_EXERCISE DETAILS:_ Reproduce the entries exactly and omit the pictures.

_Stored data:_
━━━━━━━━━━

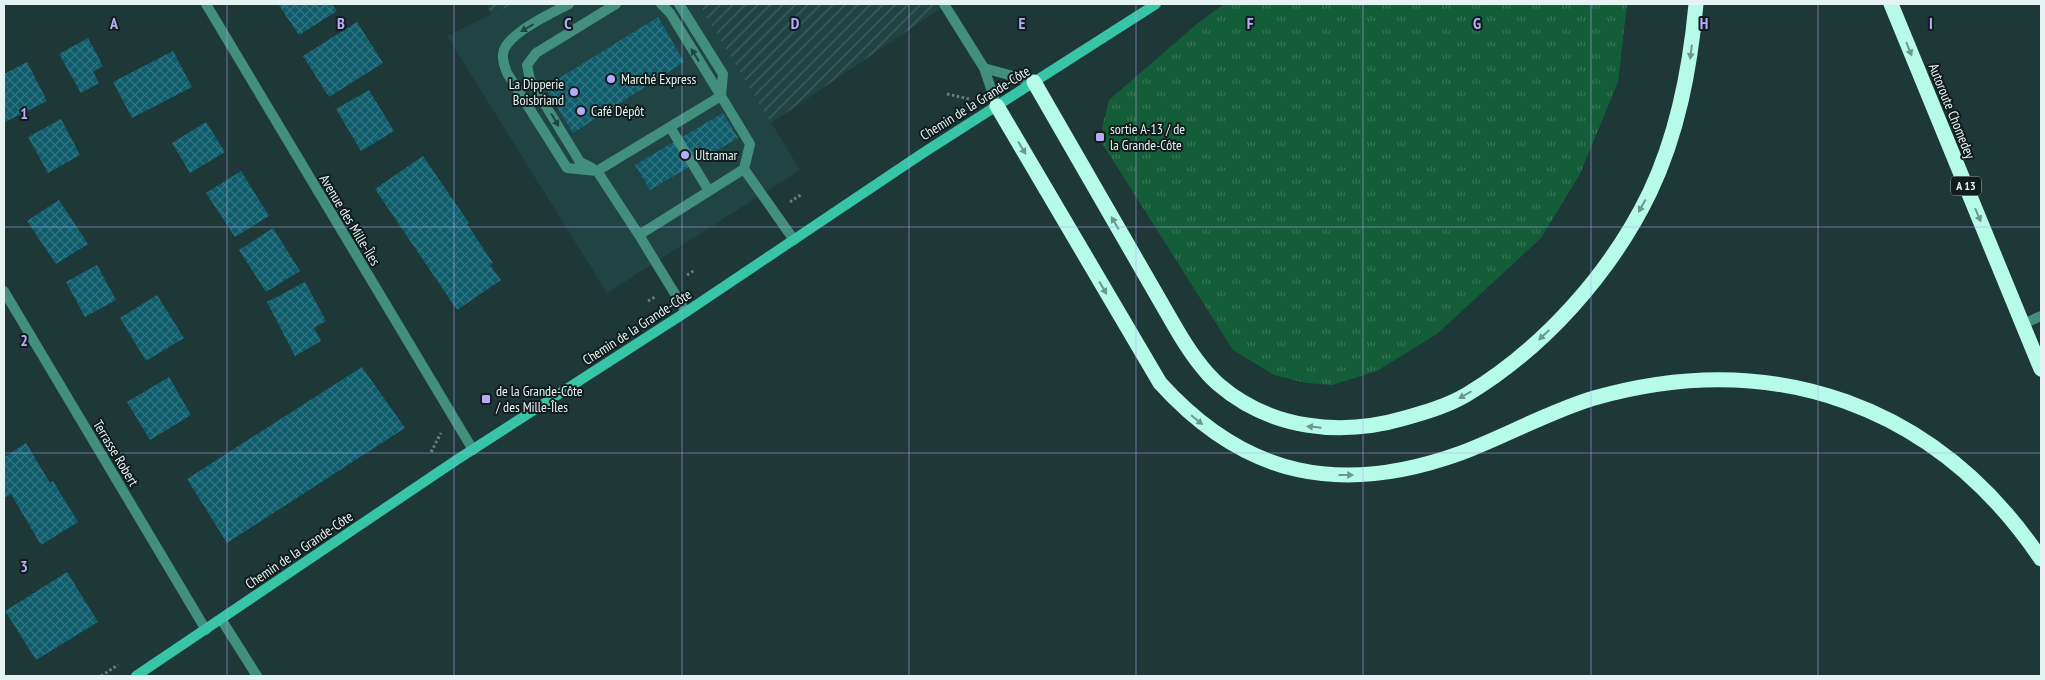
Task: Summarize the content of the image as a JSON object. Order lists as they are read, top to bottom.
{
  "streets": {
    "highway": ["Autoroute Chomedey", "A 13"],
    "main road": ["Chemin de la Grande-Côte"],
    "street": ["Avenue des Mille-Îles", "Terrasse Robert"]
  },
  "crossings": [
    ["Chemin de la Grande-Côte", "Avenue des Mille-Îles"],
    ["Chemin de la Grande-Côte", "Terrasse Robert"]
  ],
  "one_way": ["Autoroute Chomedey"],
  "places": {
    "other": [
      "Marché Express",
      "La Dipperie Boisbriand",
      "Café Dépôt",
      "Ultramar"
    ],
    "transit": ["sortie A-13 / de la Grande-Côte", "de la Grande-Côte / des Mille-Îles"]
  },
  "grid": {
    "columns": [
      "A",
      "B",
      "C",
      "D",
      "E",
      "F",
      "G",
      "H",
      "I"
    ],
    "rows": ["1", "2", "3"]
  }
}
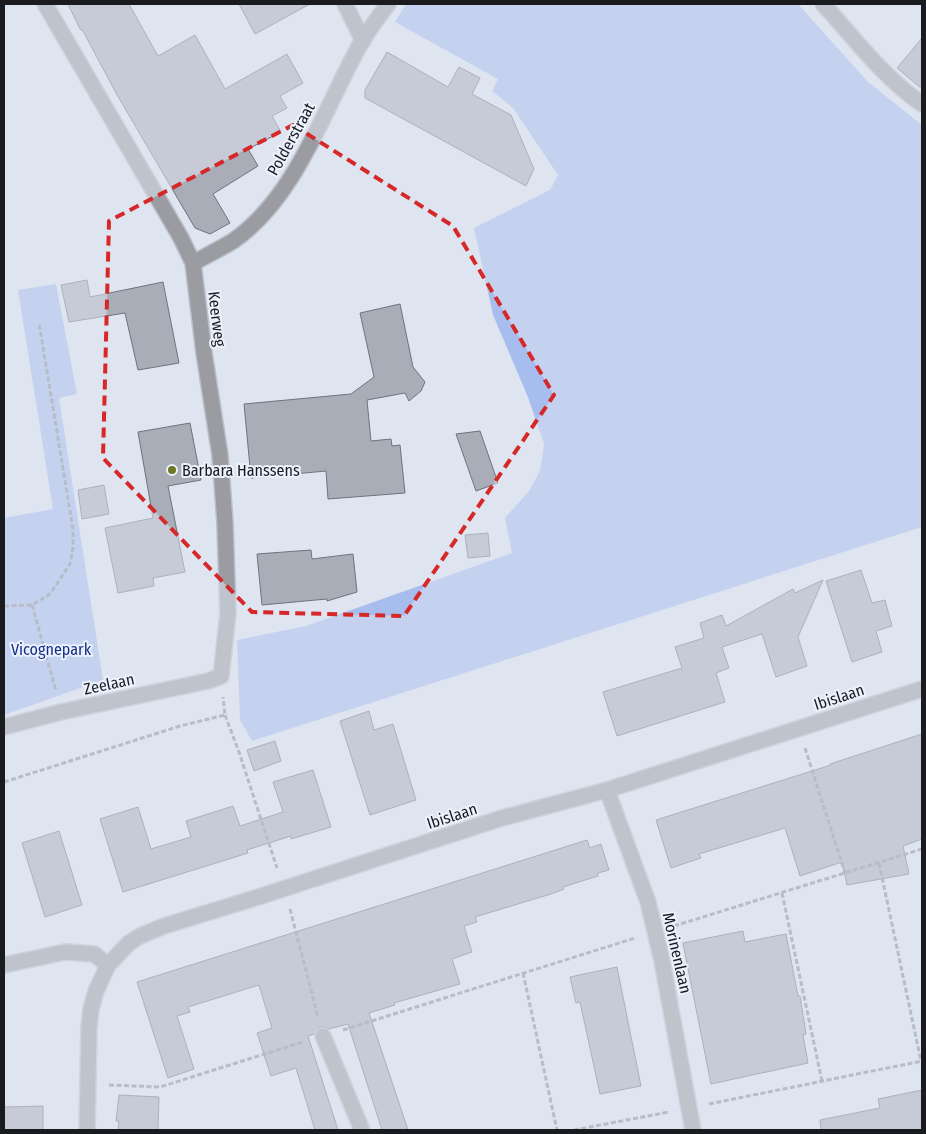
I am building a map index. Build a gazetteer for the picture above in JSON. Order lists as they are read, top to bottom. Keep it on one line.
{"streets":{"street":["Polderstraat","Keerweg","Zeelaan","Ibislaan","Morinenlaan"]},"crossings":[["Polderstraat","Keerweg"],["Keerweg","Zeelaan"],["Ibislaan","Morinenlaan"]],"parks":["Vicognepark"],"places":["Barbara Hanssens"]}
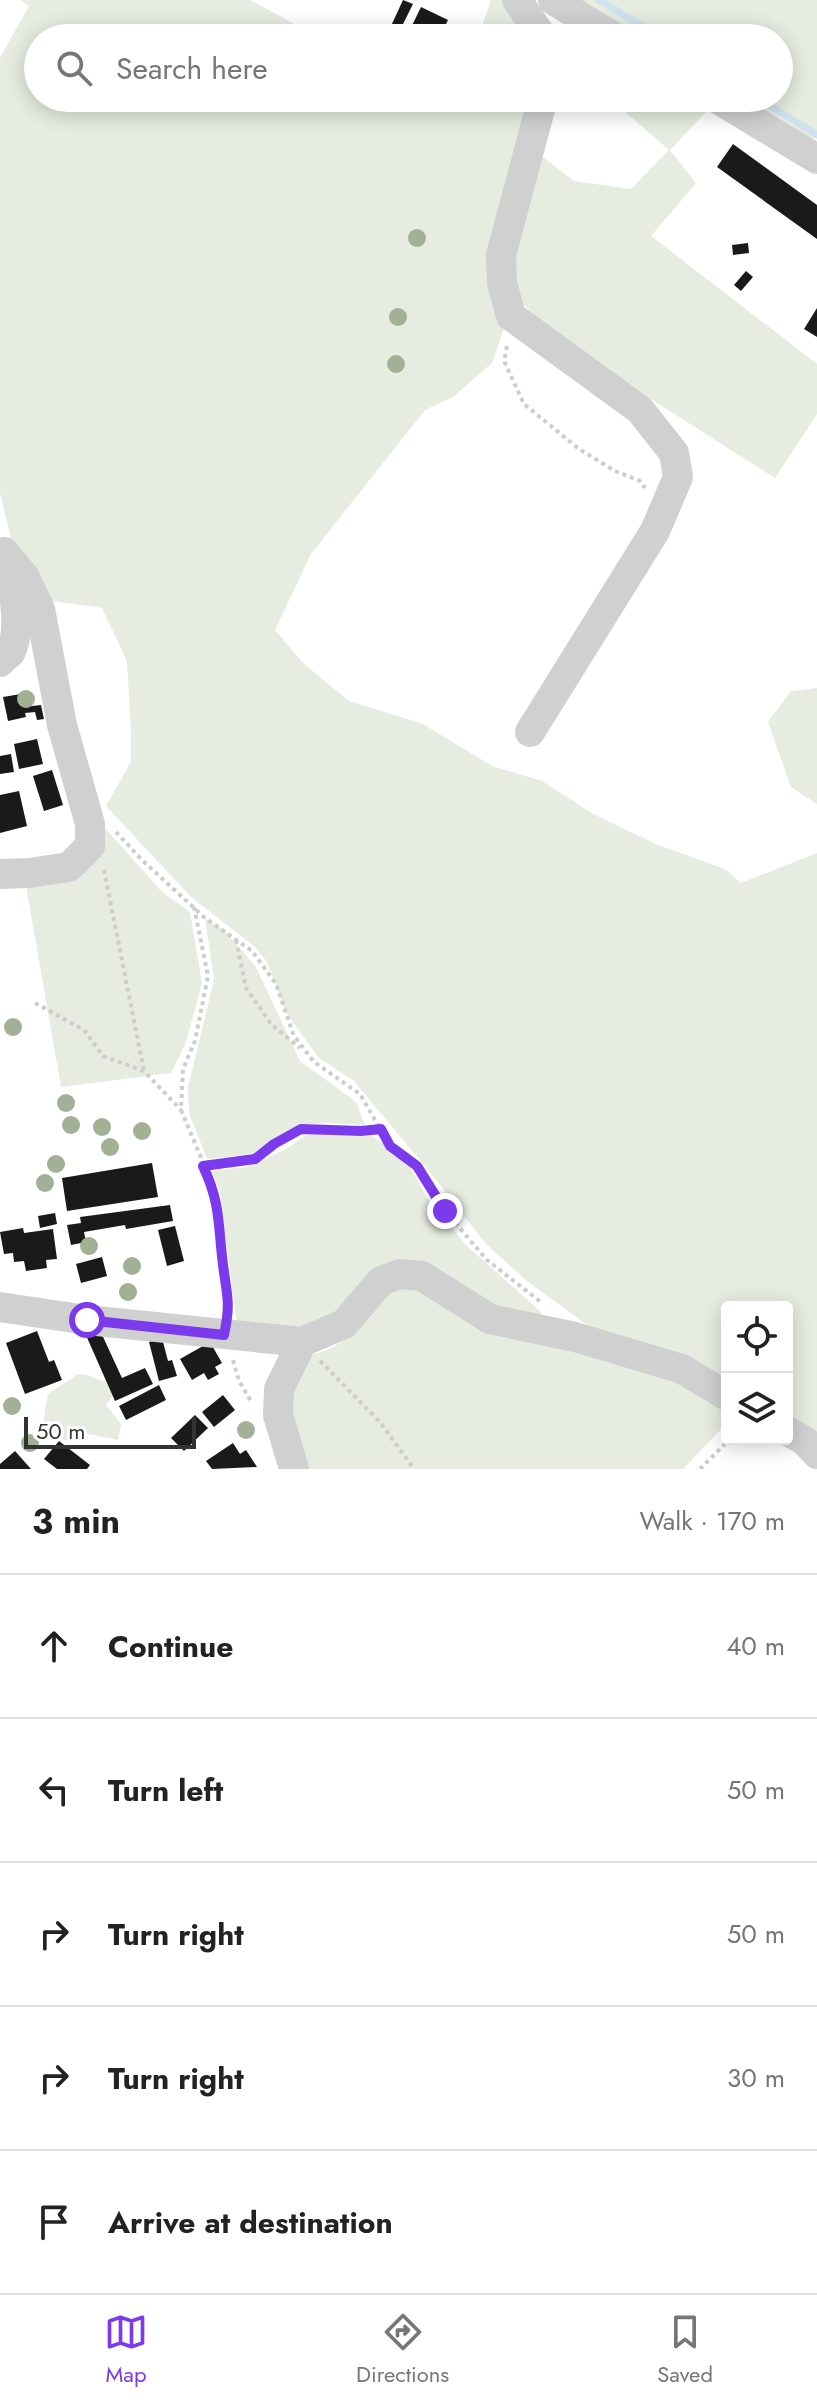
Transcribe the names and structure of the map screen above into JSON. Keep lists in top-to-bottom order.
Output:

━━━━━━━━━━

_RESPONSE TO THIS EXERCISE:_
Task: Summarize the content of the image as a JSON object. Order lists as they are read, top to bottom.
{
  "streets": {
    "highway": ["Autoroute Chomedey", "A 13"],
    "main road": ["Chemin de la Grande-Côte"],
    "street": ["Avenue des Mille-Îles", "Terrasse Robert"]
  },
  "crossings": [
    ["Chemin de la Grande-Côte", "Avenue des Mille-Îles"],
    ["Chemin de la Grande-Côte", "Terrasse Robert"]
  ],
  "one_way": ["Autoroute Chomedey"],
  "places": {
    "other": [
      "Marché Express",
      "La Dipperie Boisbriand",
      "Café Dépôt",
      "Ultramar"
    ],
    "transit": ["sortie A-13 / de la Grande-Côte", "de la Grande-Côte / des Mille-Îles"]
  },
  "grid": {
    "columns": [
      "A",
      "B",
      "C",
      "D",
      "E",
      "F",
      "G",
      "H",
      "I"
    ],
    "rows": ["1", "2", "3"]
  }
}
I am building a map index. Build a gazetteer for the picture above in JSON. Order lists as they are read, top to bottom. Keep it on one line.
{"streets":{"street":["Polderstraat","Keerweg","Zeelaan","Ibislaan","Morinenlaan"]},"crossings":[["Polderstraat","Keerweg"],["Keerweg","Zeelaan"],["Ibislaan","Morinenlaan"]],"parks":["Vicognepark"],"places":["Barbara Hanssens"]}
Transcribe the names and structure of the map screen above into JSON. Keep lists in top-to-bottom order.
Output:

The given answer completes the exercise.